The distinction matters and is easy to lose. This is the opening of a process, not a penalty. The letter gives Dunamu the opportunity to respond to the regulator's findings and contest them before any proposed sanction is set. No fine has been announced and none may be.

What happened in November

The breach occurred on November 27, 2025. Attackers drained roughly $36 million from one of Upbit's hot wallets, the internet-connected wallets exchanges use to process withdrawals, over a window of about 54 minutes beginning at 4:42 a.m. Korean time.

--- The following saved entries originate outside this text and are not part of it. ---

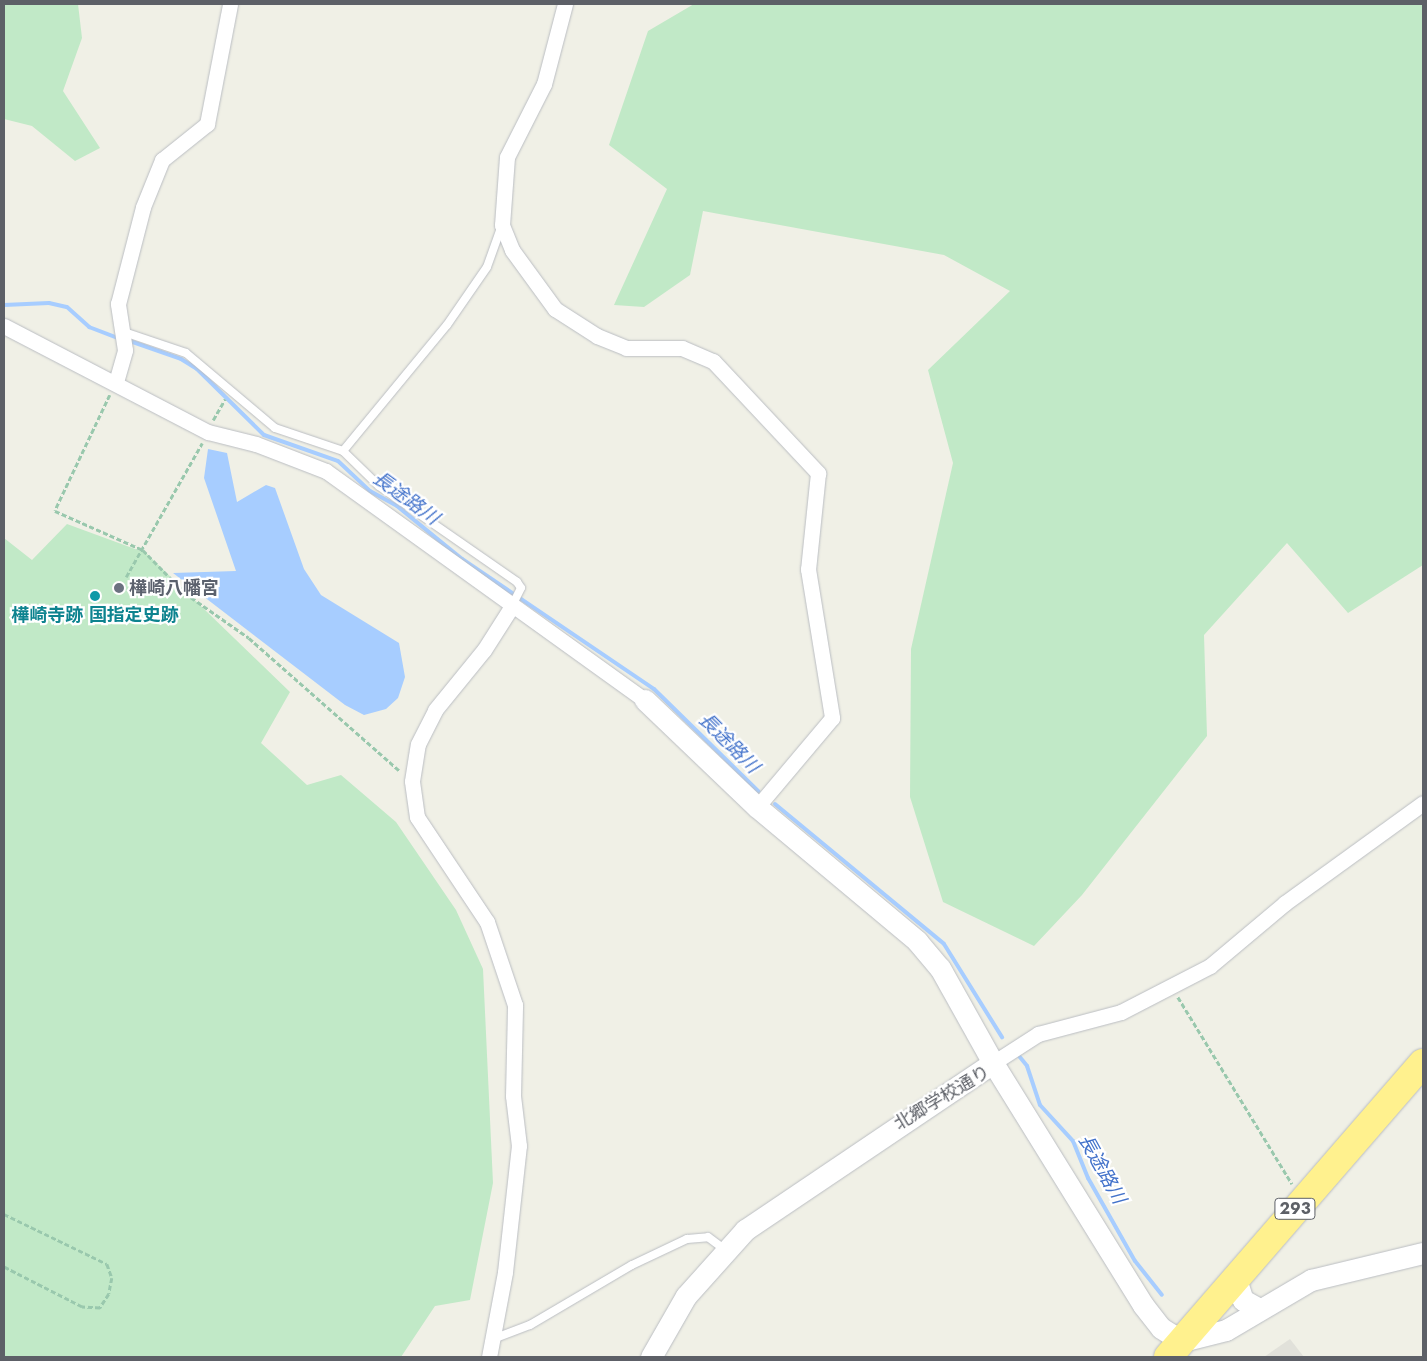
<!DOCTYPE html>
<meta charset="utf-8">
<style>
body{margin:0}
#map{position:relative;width:1427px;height:1361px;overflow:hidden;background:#f0f0e6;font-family:Jost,"Noto Sans JP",sans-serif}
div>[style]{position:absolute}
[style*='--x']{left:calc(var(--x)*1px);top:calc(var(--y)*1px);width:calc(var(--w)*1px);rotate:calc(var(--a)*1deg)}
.industrial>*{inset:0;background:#e1e1da}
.green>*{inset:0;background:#c1e9c7}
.water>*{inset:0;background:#a7cdff}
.stream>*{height:4px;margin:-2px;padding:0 2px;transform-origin:2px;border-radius:2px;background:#a7cdff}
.path>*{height:2.5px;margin-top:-1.25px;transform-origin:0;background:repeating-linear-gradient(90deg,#99c8ad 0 5px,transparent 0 7.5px)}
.roads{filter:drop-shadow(0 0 1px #babdc2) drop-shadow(0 0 1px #babdc2)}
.lane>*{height:8px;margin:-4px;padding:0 4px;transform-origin:4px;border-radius:4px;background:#fff}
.street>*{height:15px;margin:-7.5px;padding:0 7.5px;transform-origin:7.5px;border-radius:7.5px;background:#fff}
.secondary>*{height:21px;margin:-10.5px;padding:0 10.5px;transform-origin:10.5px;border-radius:10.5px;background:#fff}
.highway>*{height:28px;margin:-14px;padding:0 14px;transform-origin:14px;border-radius:14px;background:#fff18e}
.dots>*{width:14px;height:14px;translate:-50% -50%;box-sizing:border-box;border:2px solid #fff;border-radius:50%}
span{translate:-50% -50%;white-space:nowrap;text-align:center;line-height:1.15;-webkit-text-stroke:4.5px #fff;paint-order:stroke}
.shield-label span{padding:1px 4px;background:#fff;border:1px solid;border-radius:4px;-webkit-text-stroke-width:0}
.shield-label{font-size:16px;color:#5d6067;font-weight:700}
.worship-label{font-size:18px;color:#5b616d;font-weight:700}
.left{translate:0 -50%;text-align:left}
.culture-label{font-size:18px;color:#0d838f;font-weight:700}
.street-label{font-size:18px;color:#5d6067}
.water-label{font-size:19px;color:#4272ca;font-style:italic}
.frame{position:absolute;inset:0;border:5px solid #5d6067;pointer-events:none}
</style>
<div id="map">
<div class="industrial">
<div style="clip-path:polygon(1290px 1339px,1304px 1357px,1264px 1357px)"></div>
</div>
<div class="green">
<div style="clip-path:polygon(4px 4px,78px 4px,82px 38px,63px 91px,100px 148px,75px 161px,32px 126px,4px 119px)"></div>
<div style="clip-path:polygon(694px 4px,1423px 4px,1423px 565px,1348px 613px,1287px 543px,1204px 635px,1207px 736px,1082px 895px,1034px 946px,943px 902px,910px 797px,911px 649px,953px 463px,928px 370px,1010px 291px,944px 255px,703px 211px,690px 275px,644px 307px,614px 305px,667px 189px,609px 145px,648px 31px)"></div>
<div style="clip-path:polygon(67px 524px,146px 553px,290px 692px,261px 743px,307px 785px,341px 775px,396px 822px,456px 910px,483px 969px,493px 1183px,470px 1300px,435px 1306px,401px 1357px,4px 1357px,4px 538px,32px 560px)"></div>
</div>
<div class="water">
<div style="clip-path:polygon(208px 449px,227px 453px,237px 502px,266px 485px,275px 488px,304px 569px,321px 595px,399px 643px,405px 677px,398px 698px,386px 709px,364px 715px,345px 705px,173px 573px,236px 571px,204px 478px)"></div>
</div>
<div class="stream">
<div style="--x:4;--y:305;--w:45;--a:-2.5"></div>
<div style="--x:49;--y:303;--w:18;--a:13"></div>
<div style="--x:67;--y:307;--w:30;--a:42"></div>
<div style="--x:89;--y:327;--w:34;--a:21"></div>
<div style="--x:127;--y:340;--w:57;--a:19.4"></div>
<div style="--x:181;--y:359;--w:19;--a:32"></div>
<div style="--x:197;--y:369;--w:94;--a:44.6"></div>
<div style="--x:264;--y:435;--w:78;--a:19.4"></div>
<div style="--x:338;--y:461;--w:44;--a:43.2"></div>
<div style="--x:370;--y:491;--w:31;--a:29"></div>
<div style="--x:397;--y:506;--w:84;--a:39.2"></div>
<div style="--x:462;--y:559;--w:232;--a:34.1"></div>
<div style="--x:654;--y:689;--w:146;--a:44.4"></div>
<div style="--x:775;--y:804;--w:219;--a:39.6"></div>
<div style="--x:944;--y:944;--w:110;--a:58.1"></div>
<div style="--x:1019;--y:1056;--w:13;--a:51"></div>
<div style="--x:1027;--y:1066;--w:41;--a:71.6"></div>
<div style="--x:1040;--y:1105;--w:49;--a:47.5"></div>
<div style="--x:1073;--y:1141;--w:40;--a:68"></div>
<div style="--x:1088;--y:1178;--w:95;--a:60.5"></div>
<div style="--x:1135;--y:1261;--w:43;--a:51.5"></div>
</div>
<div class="path">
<div style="--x:110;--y:395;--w:128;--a:115.4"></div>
<div style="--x:55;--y:511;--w:96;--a:23.9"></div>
<div style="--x:143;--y:550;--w:60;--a:45.7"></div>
<div style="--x:185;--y:593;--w:78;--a:35.1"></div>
<div style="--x:249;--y:638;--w:201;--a:41.4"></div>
<div style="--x:213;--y:420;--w:24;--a:-60"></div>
<div style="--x:126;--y:577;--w:154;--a:-60.4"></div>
<div style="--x:1178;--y:997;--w:219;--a:58.6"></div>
<div style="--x:4;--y:1214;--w:114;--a:25.9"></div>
<div style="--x:107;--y:1264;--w:15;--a:70"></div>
<div style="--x:112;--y:1278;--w:16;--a:101"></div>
<div style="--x:109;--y:1294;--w:17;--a:123"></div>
<div style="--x:100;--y:1308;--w:18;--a:-177"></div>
<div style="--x:82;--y:1307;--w:88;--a:-152.9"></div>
</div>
<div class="roads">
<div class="lane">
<div style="--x:124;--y:332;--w:65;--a:18.7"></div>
<div style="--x:186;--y:353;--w:116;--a:40.1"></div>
<div style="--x:275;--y:428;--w:72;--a:18.7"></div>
<div style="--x:343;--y:451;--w:50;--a:44.2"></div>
<div style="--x:379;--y:486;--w:168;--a:34.8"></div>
<div style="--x:517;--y:582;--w:7;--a:56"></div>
<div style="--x:521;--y:588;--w:20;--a:117"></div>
<div style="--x:343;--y:451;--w:163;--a:-50.5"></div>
<div style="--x:447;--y:325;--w:70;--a:-55.4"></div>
<div style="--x:487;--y:267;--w:41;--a:-70.3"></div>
<div style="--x:493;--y:1339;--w:40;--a:-21"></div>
<div style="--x:530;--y:1325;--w:118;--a:-30.5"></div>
<div style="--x:632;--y:1265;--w:61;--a:-25.3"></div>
<div style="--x:687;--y:1239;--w:21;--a:-5"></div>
<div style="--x:708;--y:1237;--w:20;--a:37"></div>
</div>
<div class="street">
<div style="--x:565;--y:4;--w:83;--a:104.7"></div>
<div style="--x:544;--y:84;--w:82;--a:116.9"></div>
<div style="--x:507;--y:157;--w:68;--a:94.2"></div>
<div style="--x:502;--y:225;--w:27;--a:68"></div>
<div style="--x:512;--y:250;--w:73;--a:53.9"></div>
<div style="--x:555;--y:309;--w:50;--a:32.7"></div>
<div style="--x:597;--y:336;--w:31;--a:22"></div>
<div style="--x:626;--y:348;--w:56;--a:0"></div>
<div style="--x:682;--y:348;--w:34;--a:23"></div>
<div style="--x:713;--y:361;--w:154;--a:46.8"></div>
<div style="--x:818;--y:473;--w:97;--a:95.9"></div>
<div style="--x:808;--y:569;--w:151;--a:80.8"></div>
<div style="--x:832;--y:718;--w:116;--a:130.1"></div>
<div style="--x:4;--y:326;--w:230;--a:27.5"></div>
<div style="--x:208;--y:432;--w:49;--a:14"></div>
<div style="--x:256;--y:444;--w:75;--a:21.1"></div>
<div style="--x:326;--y:471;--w:393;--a:35.7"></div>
<div style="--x:116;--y:382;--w:33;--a:-74"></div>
<div style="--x:125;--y:350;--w:47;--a:-98.7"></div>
<div style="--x:118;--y:304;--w:100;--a:-75.5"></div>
<div style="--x:143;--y:207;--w:51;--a:-68"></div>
<div style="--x:162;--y:160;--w:58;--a:-38.7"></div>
<div style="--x:207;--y:124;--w:122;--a:-79.1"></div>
<div style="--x:993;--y:1063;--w:54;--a:-32.8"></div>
<div style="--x:1038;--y:1034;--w:86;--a:-14.8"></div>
<div style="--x:1121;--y:1012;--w:100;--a:-27.3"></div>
<div style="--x:1210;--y:966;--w:98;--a:-40"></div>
<div style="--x:1285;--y:903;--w:170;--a:-35.9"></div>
<div style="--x:489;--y:1357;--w:86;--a:-79.3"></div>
<div style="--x:505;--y:1272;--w:127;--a:-83.7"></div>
<div style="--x:519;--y:1146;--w:50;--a:-96.8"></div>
<div style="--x:513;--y:1096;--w:91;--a:-88.7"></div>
<div style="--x:515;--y:1005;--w:88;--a:-108.6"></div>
<div style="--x:487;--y:922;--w:126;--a:-123.7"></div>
<div style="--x:417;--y:817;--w:36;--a:-98"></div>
<div style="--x:412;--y:781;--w:37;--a:-81"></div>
<div style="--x:418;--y:744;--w:38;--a:-63"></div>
<div style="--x:435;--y:710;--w:77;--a:-50.8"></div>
<div style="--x:484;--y:650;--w:52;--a:-57.5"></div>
</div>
<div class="secondary">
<div style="--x:645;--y:700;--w:155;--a:43.7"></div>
<div style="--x:757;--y:807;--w:209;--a:39.9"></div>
<div style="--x:917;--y:941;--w:35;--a:50"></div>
<div style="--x:940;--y:968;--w:109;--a:60.8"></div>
<div style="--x:1236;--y:1279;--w:22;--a:72"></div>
<div style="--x:1243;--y:1300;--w:18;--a:29"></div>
<div style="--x:651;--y:1357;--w:70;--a:-60.2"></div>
<div style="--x:686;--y:1296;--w:89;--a:-48.2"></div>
<div style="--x:745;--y:1230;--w:299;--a:-34"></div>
<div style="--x:993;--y:1063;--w:285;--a:58.2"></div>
<div style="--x:1143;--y:1305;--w:29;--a:52"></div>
<div style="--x:1161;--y:1328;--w:25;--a:32"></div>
<div style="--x:1182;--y:1341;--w:45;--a:-14"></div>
<div style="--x:1226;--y:1330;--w:99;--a:-30.5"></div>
<div style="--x:1311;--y:1280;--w:115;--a:-13.6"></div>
</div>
<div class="highway">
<div style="--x:1168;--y:1357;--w:389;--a:-49.1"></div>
</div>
</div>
<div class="dots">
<div style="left:119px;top:588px;background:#6b7280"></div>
<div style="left:95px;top:596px;background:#0f9aa8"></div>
</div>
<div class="shield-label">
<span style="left:1295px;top:1209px">293</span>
</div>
<div class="worship-label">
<span class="left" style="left:129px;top:588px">樺崎八幡宮</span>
</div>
<div class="culture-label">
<span style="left:95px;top:615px">樺崎寺跡 国指定史跡</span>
</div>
<div class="street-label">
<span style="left:942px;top:1098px;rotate:-31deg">北郷学校通り</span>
</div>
<div class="water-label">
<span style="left:406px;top:498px;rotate:36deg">長途路川</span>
<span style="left:729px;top:743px;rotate:45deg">長途路川</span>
<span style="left:1102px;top:1169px;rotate:61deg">長途路川</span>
</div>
<div class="frame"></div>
</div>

The distinction between hot and cold storage is central to how these incidents happen. Cold wallets are kept offline and are effectively unreachable remotely, but funds in them cannot be moved quickly. Hot wallets are online so customers can withdraw on demand, which is exactly what makes them the target. Every exchange runs a balance between the two, and that balance is what regulators scrutinise after a theft.

Upbit reimbursed affected customers in full from its own balance sheet, froze roughly 2.3 billion won, about $1.5 million, of the stolen funds, upgraded its wallet architecture and launched an on-chain tracing system in December to follow the money.

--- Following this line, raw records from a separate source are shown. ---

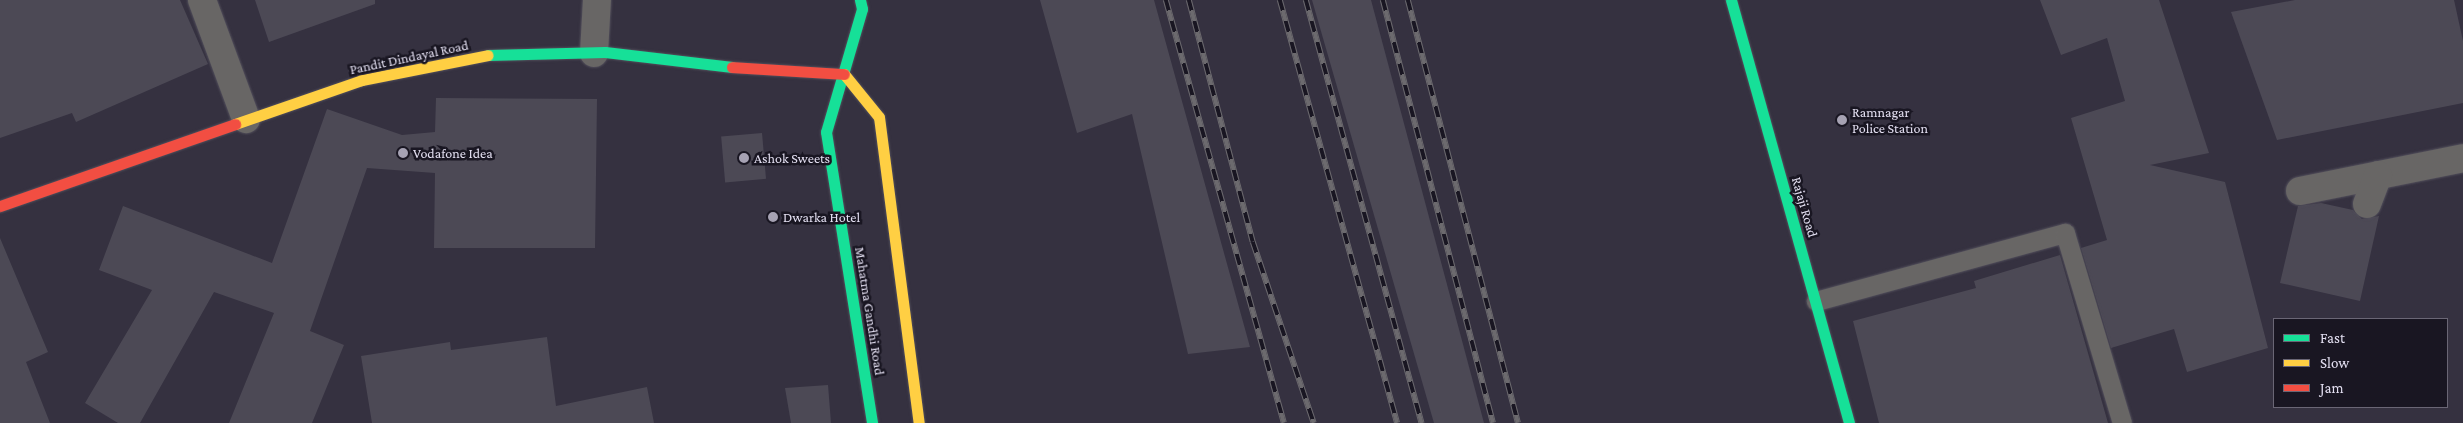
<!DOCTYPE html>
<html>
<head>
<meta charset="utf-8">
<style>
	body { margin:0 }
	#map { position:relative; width:2463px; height:423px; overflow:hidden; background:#353140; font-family:"Crimson Pro",serif }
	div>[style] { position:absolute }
	.building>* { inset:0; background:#4c4955; transform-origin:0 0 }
	.roads { filter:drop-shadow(0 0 1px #524f5b) drop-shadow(0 0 1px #524f5b) }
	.lane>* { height:19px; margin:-9.5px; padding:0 9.5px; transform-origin:9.5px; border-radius:9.5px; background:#686665 }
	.street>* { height:28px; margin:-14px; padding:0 14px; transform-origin:14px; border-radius:14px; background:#686665 }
	.fast>* { height:11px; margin:-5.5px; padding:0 5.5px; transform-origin:5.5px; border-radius:5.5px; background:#16e098 }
	.slow>* { height:11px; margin:-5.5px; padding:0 5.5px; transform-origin:5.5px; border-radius:5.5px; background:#ffcf43 }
	.jam>* { height:11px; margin:-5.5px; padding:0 5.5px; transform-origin:5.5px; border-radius:5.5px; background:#f24e42 }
	.rail>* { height:5.5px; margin-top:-2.75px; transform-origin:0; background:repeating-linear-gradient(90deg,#191622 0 11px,#6c6a6e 0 22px); box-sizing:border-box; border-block:1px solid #6c6a6e }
	.dots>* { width:14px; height:14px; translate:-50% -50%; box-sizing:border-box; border:2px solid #191622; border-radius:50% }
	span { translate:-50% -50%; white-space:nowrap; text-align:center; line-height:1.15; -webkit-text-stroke:5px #191622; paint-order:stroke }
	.street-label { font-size:14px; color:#e3dff1 }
	.poi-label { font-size:14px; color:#e3dff1 }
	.left { translate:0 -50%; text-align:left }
	.legend { position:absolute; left:2273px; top:318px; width:175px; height:90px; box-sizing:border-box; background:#191622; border:1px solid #6a6675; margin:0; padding:6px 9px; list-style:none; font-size:15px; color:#e3dff1 }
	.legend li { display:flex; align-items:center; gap:10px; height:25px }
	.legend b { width:25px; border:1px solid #6a6675 }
</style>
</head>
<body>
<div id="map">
	<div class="building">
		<i style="clip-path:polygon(0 0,180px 0,208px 64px,76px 122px,72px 113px,0 138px)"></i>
		<i style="clip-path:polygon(255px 0,375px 0,375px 4px,269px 42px)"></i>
		<i style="clip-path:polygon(1040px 0,1154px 0,1250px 347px,1188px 354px,1132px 114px,1077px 133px)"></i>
		<i style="clip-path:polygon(1312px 0,1371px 0,1484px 423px,1434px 423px)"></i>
		<i style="clip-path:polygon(2040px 0,2159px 0,2209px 153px,2150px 165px,2225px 182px,2268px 348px,2187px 372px,2174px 329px,2111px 348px,2081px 248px,2107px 240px,2071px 118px,2125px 101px,2107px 38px,2061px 55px)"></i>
		<i style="clip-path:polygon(2295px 0,2454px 0,2463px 41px,2463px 103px,2277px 140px,2231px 12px)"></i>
		<i style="clip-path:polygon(436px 98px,597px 99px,595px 248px,434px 248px,435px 173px,367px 168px,310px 331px,344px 345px,312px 423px,229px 423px,274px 313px,214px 292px,140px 423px,118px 423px,85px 403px,152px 290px,99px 270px,123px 206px,272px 263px,327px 109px,402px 135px,435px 132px)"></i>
		<i style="left:762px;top:133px;width:46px;height:41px;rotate:85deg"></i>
		<i style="clip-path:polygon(2321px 203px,2353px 210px,2362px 219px,2379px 216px,2360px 301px,2280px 283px,2298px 206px)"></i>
		<i style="clip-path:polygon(0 238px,48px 352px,26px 362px,50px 423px,0 423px)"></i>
		<i style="clip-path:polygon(2060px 255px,2108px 423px,1879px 423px,1853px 321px,1976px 288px,1974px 281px)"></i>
		<i style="clip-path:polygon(547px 337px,556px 406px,647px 387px,654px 423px,372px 423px,361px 356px,450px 342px,451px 350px)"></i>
		<i style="clip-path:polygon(828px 385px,831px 423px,791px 423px,785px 388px)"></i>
	</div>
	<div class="roads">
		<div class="lane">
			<i style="left:1816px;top:301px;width:258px;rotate:-15.3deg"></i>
			<i style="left:2065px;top:233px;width:198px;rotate:73.3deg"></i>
		</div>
		<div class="street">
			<i style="left:202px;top:0;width:127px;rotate:69.7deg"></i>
			<i style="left:594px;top:53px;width:53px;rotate:-86.8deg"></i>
			<i style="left:2300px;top:191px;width:166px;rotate:-11.4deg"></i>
			<i style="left:2367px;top:204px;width:31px;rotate:-69deg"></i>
		</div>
		<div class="fast">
			<i style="left:860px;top:0;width:9px;rotate:77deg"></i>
			<i style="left:862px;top:9px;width:128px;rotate:106.3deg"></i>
			<i style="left:826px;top:132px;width:295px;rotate:81deg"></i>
			<i style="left:1731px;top:0;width:439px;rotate:74.4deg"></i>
			<i style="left:488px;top:55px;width:117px;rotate:-1.5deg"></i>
			<i style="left:605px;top:52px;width:128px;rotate:6.7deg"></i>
		</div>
		<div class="slow">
			<i style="left:844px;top:74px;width:55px;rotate:50.9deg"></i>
			<i style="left:879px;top:117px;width:309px;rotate:82.6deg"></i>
			<i style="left:235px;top:124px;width:134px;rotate:-19.1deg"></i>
			<i style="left:362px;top:80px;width:128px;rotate:-11.2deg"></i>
		</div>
		<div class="jam">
			<i style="left:732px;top:67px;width:112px;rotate:3.6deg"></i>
			<i style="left:0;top:206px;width:249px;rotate:-19.2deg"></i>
		</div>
	</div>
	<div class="rail">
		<i style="left:1166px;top:0;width:439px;rotate:74.4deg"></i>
		<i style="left:1189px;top:0;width:250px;rotate:75.2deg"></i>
		<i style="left:1253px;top:242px;width:191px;rotate:71.4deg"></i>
		<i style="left:1280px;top:0;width:439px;rotate:74.5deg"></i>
		<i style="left:1306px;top:0;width:439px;rotate:74.7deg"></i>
		<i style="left:1383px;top:0;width:437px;rotate:75.4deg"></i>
		<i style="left:1408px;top:0;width:437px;rotate:75.4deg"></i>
	</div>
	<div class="dots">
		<i style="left:1842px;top:120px;background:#a6a2b3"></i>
		<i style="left:403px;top:153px;background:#a6a2b3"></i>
		<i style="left:744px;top:158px;background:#a6a2b3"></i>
		<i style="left:773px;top:217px;background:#a6a2b3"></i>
	</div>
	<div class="street-label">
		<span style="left:409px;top:57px;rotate:-12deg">Pandit Dindayal Road</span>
		<span style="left:1805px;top:207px;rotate:74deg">Rajaji Road</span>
		<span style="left:870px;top:311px;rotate:81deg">Mahatma Gandhi Road</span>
	</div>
	<div class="poi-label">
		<span class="left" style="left:1852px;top:120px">Ramnagar<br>Police Station</span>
		<span class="left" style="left:413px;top:153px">Vodafone Idea</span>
		<span class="left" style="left:754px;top:158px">Ashok Sweets</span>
		<span class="left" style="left:783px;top:217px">Dwarka Hotel</span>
	</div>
	<ul class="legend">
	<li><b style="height:6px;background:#16e098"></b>Fast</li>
	<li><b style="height:6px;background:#ffcf43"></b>Slow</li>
	<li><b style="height:6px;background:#f24e42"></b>Jam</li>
	</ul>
</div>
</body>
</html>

The disclosure timing drew the criticism

The part that attracted the most scrutiny was not the theft but the announcement. Upbit disclosed the hack at the end of the day, after a Naver Financial merger event had concluded.

That sequencing is the kind of thing regulators tend to take seriously, independently of the security failure itself. A listed or soon-to-be-consolidated financial firm choosing when to reveal a material incident touches disclosure obligations rather than cybersecurity rules, and it is often the easier thing for an authority to act on.

The regulator has a legal problem

There is an awkwardness at the centre of this case. Korea's Virtual Asset User Protection Act, the law that brought exchanges under supervision, contains no direct sanctions provisions for cyberattacks or hacks.

That leaves the FSS working through adjacent obligations, such as internal controls, risk management and disclosure, rather than a rule that says an exchange is liable for being breached. Korean authorities plan to address the gap in a second phase of the Digital Asset Basic Act.

This is not unique to Korea. Most crypto regulation written in the past few years focused on the failures regulators had already seen, meaning custody of customer assets, reserve backing and market conduct. Theft by external attackers sits awkwardly in that framework, because the exchange is simultaneously the victim and the party with the duty to prevent it.

Why Upbit specifically matters

Upbit is not a marginal venue. It ranks third among crypto spot exchanges globally by trading volume, and it dominates its home market, which is one of the most retail-heavy crypto markets in the world.

That concentration is the systemic argument for tighter supervision. In a market where a single exchange handles a large share of national trading, an outage, insolvency or successful attack is not an isolated commercial failure but an event affecting a substantial share of the country's retail investors at once.

It also explains why the process now beginning is worth watching beyond Korea. Regulators elsewhere are wrestling with the same question: what an exchange owes its customers when it is robbed, and whether reimbursing them in full, as Upbit did, is a mitigating factor or simply the baseline expectation.